From the first line of the records below, transcribe each line exactly up to and including the one with "--surface:#fff; --page:#f2f2f2; --text:#222;"; pictures stay out.

....................

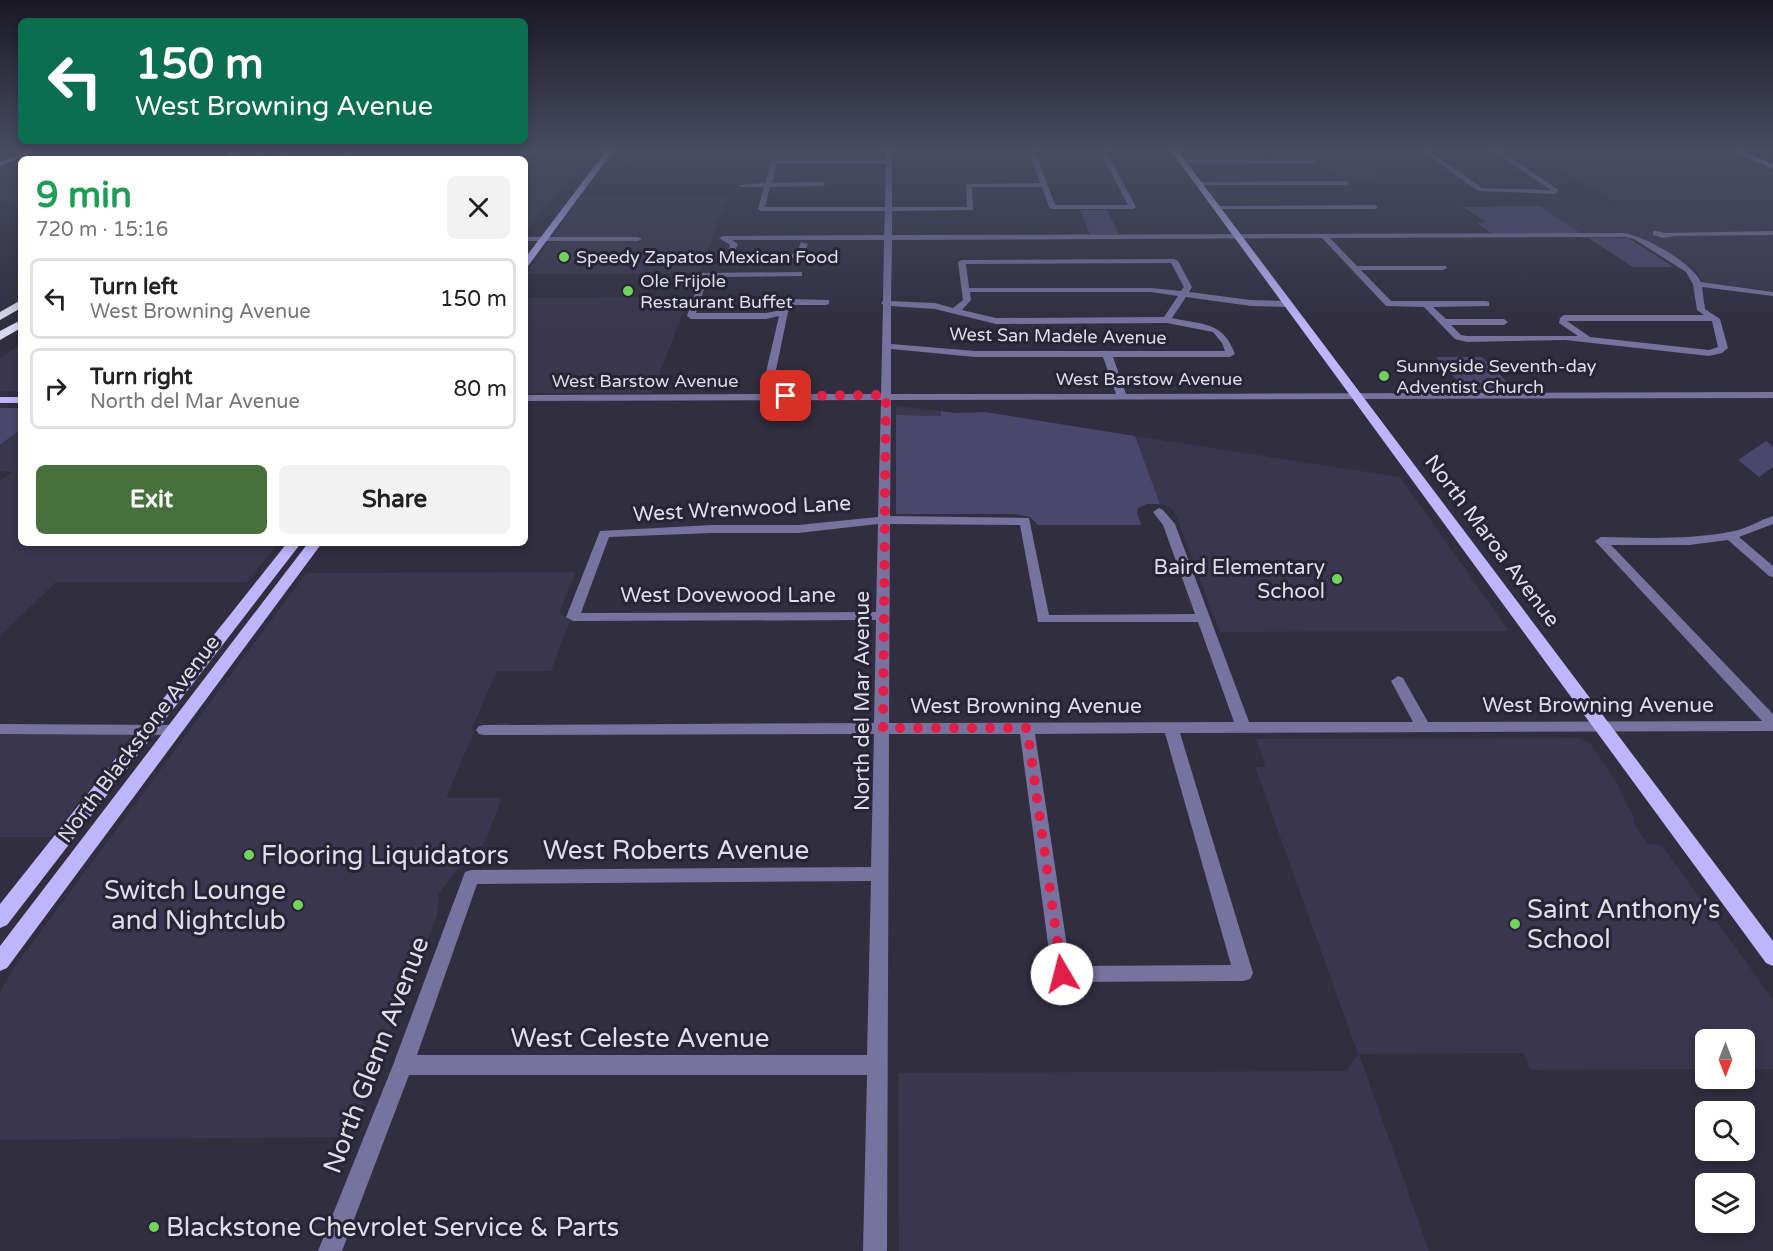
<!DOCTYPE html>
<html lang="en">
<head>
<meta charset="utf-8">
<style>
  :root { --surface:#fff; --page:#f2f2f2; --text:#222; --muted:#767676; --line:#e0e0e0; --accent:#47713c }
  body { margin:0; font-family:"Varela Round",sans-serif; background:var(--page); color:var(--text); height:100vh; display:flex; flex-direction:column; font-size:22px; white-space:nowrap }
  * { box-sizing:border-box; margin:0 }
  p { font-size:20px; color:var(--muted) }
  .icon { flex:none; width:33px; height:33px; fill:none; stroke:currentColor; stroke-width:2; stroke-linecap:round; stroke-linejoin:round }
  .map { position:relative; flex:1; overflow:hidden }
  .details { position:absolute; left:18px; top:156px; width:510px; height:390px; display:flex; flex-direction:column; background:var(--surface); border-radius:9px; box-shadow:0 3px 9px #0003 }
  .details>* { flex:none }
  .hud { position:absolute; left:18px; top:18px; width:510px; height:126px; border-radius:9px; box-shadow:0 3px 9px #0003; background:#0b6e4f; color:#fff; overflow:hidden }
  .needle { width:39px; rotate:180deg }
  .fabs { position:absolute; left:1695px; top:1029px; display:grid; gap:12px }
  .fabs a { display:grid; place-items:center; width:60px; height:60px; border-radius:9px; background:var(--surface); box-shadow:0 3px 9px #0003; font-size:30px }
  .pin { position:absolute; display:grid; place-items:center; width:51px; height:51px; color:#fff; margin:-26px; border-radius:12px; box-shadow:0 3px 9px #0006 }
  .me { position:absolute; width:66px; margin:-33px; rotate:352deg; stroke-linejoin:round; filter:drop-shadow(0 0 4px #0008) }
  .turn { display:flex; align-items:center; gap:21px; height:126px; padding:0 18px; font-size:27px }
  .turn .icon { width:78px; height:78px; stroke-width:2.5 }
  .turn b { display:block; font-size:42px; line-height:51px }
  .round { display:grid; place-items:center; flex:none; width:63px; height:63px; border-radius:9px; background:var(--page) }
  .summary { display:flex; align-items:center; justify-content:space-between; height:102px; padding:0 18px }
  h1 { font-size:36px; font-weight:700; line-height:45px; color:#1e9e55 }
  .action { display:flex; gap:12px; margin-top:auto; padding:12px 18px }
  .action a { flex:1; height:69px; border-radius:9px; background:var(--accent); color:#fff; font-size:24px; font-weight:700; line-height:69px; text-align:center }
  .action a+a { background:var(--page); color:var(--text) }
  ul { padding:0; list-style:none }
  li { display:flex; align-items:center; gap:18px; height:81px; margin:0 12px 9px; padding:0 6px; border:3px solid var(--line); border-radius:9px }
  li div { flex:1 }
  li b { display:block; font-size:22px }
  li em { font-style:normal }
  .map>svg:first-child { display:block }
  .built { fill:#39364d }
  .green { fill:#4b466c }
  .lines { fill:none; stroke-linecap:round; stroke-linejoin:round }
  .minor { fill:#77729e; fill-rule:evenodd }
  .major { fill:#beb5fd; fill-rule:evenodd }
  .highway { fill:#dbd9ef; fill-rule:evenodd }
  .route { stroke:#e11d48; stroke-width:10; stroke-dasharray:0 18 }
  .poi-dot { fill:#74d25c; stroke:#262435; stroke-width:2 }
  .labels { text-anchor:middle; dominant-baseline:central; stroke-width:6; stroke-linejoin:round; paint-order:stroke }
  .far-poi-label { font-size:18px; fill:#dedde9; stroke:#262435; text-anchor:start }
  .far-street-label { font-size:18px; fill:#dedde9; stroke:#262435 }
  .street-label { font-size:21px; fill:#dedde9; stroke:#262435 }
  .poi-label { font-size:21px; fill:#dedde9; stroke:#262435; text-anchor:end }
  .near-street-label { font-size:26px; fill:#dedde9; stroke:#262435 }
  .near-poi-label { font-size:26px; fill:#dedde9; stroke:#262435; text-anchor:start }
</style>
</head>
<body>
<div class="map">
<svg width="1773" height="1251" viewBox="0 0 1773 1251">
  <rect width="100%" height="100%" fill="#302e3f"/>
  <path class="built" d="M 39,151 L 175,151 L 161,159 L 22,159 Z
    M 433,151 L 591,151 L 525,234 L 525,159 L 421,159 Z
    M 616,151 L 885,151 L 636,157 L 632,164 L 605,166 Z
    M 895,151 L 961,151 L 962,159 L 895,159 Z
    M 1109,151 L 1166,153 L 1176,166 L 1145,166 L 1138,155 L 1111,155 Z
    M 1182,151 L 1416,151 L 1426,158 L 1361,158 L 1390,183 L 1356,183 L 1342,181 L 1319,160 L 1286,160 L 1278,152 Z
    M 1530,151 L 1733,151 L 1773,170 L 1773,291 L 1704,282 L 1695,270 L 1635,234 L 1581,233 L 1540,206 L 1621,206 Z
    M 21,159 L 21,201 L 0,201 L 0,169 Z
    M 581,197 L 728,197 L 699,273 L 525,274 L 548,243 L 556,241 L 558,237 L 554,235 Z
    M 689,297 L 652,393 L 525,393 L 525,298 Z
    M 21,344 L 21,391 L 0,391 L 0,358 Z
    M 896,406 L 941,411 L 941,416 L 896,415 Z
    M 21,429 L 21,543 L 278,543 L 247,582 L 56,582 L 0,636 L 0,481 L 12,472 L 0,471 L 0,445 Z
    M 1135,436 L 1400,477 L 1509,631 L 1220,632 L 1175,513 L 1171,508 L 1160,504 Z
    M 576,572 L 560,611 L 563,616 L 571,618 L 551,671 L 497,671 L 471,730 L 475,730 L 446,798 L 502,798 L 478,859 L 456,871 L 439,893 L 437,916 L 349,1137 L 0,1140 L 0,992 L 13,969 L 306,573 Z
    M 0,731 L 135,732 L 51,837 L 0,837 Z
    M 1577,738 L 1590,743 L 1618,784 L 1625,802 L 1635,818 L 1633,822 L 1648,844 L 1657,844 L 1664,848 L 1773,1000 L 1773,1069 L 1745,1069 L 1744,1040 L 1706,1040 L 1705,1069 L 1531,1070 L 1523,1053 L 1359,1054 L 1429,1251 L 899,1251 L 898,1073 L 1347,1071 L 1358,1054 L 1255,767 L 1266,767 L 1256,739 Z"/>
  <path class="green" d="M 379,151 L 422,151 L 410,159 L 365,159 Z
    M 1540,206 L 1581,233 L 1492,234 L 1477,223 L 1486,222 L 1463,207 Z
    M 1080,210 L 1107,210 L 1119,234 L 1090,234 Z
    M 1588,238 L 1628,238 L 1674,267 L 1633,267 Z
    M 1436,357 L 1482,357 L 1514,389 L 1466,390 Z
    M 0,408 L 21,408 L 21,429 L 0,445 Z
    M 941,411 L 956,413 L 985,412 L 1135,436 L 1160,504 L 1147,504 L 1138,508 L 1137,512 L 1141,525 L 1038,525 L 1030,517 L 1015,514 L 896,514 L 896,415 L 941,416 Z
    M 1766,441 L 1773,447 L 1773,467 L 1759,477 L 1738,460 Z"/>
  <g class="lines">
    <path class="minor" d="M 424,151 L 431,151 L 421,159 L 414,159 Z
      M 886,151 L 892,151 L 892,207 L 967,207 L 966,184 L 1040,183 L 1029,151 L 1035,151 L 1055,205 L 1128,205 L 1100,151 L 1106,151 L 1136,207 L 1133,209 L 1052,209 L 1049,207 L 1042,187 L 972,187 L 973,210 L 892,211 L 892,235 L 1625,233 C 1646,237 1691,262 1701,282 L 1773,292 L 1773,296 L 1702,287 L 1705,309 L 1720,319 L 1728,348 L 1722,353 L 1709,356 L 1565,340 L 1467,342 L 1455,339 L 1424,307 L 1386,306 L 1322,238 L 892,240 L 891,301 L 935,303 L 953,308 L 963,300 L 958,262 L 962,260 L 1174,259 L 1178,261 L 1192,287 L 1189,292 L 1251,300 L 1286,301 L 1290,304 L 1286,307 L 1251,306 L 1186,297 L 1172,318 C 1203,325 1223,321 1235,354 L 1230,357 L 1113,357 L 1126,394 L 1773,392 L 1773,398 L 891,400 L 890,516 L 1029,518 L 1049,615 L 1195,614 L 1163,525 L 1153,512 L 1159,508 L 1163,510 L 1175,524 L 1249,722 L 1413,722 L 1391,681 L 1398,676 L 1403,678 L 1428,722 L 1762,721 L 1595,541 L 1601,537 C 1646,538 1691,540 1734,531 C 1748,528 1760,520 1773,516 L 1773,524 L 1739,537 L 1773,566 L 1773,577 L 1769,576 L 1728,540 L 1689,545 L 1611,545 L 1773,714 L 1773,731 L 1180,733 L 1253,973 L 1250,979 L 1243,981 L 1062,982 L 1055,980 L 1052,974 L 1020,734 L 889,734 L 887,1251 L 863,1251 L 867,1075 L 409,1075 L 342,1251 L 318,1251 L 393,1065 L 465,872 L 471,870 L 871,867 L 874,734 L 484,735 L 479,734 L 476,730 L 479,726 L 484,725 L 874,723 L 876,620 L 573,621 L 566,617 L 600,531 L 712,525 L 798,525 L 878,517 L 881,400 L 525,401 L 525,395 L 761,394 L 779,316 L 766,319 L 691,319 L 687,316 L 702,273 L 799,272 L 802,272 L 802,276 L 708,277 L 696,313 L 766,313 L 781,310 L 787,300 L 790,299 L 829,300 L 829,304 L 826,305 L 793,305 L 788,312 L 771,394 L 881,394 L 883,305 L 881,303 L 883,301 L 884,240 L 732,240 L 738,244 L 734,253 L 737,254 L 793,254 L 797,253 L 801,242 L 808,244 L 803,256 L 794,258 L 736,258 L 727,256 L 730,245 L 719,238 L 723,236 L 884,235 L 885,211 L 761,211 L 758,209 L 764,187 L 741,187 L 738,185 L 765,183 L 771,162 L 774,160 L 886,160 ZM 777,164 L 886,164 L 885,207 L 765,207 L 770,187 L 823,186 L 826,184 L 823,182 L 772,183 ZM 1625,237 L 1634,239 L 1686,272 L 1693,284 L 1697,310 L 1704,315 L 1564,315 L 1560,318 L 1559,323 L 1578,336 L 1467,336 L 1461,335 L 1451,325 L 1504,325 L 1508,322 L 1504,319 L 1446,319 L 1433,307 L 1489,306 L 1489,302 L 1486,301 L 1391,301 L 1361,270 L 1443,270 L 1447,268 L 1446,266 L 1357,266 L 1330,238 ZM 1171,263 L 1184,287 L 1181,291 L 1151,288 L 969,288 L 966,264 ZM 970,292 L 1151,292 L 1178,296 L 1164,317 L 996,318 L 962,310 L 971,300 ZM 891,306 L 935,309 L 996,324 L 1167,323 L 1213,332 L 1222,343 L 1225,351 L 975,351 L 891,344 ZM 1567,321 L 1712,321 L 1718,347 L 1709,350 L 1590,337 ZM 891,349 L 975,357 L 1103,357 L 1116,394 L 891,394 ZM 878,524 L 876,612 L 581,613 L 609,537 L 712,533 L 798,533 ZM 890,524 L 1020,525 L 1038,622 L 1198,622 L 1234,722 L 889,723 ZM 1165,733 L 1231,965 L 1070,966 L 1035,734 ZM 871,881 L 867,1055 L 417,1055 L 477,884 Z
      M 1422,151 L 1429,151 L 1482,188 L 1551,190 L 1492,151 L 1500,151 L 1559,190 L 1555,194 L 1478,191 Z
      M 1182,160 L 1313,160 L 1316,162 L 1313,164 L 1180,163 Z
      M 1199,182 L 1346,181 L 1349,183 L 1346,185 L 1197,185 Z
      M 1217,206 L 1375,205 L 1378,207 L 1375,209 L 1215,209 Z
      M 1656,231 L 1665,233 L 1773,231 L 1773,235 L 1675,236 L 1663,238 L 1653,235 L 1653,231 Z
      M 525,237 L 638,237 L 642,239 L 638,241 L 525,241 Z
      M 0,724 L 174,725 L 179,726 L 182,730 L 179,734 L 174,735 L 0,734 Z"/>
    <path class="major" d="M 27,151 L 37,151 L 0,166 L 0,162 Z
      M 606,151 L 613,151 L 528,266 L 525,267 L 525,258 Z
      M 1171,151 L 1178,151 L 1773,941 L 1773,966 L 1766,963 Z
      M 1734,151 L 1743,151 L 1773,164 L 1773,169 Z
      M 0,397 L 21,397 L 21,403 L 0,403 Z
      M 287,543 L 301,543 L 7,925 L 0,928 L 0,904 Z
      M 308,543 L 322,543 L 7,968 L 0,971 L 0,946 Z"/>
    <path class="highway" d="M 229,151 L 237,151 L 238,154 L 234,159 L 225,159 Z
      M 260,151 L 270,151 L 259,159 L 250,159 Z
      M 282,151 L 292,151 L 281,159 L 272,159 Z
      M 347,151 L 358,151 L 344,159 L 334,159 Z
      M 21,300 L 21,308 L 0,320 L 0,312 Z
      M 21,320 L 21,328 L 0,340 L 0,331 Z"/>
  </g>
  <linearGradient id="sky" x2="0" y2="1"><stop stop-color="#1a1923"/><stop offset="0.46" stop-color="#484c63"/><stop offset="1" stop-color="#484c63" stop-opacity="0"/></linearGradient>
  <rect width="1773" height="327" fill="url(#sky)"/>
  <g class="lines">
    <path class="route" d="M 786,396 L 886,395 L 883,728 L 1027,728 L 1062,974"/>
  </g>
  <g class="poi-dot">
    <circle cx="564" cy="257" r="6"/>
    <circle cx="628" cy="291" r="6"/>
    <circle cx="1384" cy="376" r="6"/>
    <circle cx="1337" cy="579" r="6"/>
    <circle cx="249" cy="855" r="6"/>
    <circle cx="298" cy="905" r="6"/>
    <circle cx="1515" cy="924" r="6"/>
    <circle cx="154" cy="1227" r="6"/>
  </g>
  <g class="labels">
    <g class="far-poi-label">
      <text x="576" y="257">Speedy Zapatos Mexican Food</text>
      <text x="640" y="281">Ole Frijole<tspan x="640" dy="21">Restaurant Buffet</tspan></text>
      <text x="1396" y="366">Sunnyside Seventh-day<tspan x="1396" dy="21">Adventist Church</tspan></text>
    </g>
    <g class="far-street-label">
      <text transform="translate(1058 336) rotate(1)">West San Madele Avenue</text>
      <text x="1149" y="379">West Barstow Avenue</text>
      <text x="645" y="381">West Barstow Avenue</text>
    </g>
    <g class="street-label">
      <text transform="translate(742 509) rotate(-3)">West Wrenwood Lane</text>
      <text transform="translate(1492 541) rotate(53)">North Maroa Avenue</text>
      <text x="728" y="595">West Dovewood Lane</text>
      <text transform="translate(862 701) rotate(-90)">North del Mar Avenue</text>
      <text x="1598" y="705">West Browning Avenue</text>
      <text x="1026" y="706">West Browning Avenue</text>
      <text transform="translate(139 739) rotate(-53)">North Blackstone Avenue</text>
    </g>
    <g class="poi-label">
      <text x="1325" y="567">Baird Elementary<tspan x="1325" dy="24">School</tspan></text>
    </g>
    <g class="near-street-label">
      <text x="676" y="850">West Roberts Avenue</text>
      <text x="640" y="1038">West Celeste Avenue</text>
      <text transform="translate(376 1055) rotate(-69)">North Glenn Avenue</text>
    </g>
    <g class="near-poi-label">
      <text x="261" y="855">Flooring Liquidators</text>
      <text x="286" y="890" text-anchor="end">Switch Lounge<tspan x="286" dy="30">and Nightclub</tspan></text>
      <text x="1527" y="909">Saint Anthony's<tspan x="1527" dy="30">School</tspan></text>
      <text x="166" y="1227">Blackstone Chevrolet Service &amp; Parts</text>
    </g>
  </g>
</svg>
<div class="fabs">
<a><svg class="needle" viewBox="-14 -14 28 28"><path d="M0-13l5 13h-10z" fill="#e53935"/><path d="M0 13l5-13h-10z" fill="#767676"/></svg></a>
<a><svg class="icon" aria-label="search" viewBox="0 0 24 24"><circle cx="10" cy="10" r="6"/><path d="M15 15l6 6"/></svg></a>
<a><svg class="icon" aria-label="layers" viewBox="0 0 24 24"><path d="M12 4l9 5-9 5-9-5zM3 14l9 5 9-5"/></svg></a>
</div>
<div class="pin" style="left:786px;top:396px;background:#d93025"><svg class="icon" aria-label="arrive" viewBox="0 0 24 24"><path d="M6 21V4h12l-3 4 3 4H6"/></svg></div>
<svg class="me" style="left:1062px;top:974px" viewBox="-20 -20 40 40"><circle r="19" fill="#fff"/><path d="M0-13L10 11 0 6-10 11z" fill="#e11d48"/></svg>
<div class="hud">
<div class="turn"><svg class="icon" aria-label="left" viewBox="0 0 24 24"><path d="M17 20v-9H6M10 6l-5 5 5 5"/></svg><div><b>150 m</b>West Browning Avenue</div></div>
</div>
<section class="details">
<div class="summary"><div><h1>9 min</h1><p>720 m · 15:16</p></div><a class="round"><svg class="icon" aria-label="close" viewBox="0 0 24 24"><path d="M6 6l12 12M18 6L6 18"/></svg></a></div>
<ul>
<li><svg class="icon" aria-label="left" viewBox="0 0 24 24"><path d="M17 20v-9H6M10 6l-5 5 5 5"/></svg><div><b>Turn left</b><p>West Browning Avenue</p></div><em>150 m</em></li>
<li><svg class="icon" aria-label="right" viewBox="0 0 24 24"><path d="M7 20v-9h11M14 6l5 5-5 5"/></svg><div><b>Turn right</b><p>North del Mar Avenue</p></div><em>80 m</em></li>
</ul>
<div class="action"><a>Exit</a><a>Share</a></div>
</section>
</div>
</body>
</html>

....................

* RESPONSE
<!DOCTYPE html>
<html lang="en">
<head>
<meta charset="utf-8">
<style>
  :root { --surface:#fff; --page:#f2f2f2; --text:#222; --muted:#767676; --line:#e0e0e0; --accent:#47713c }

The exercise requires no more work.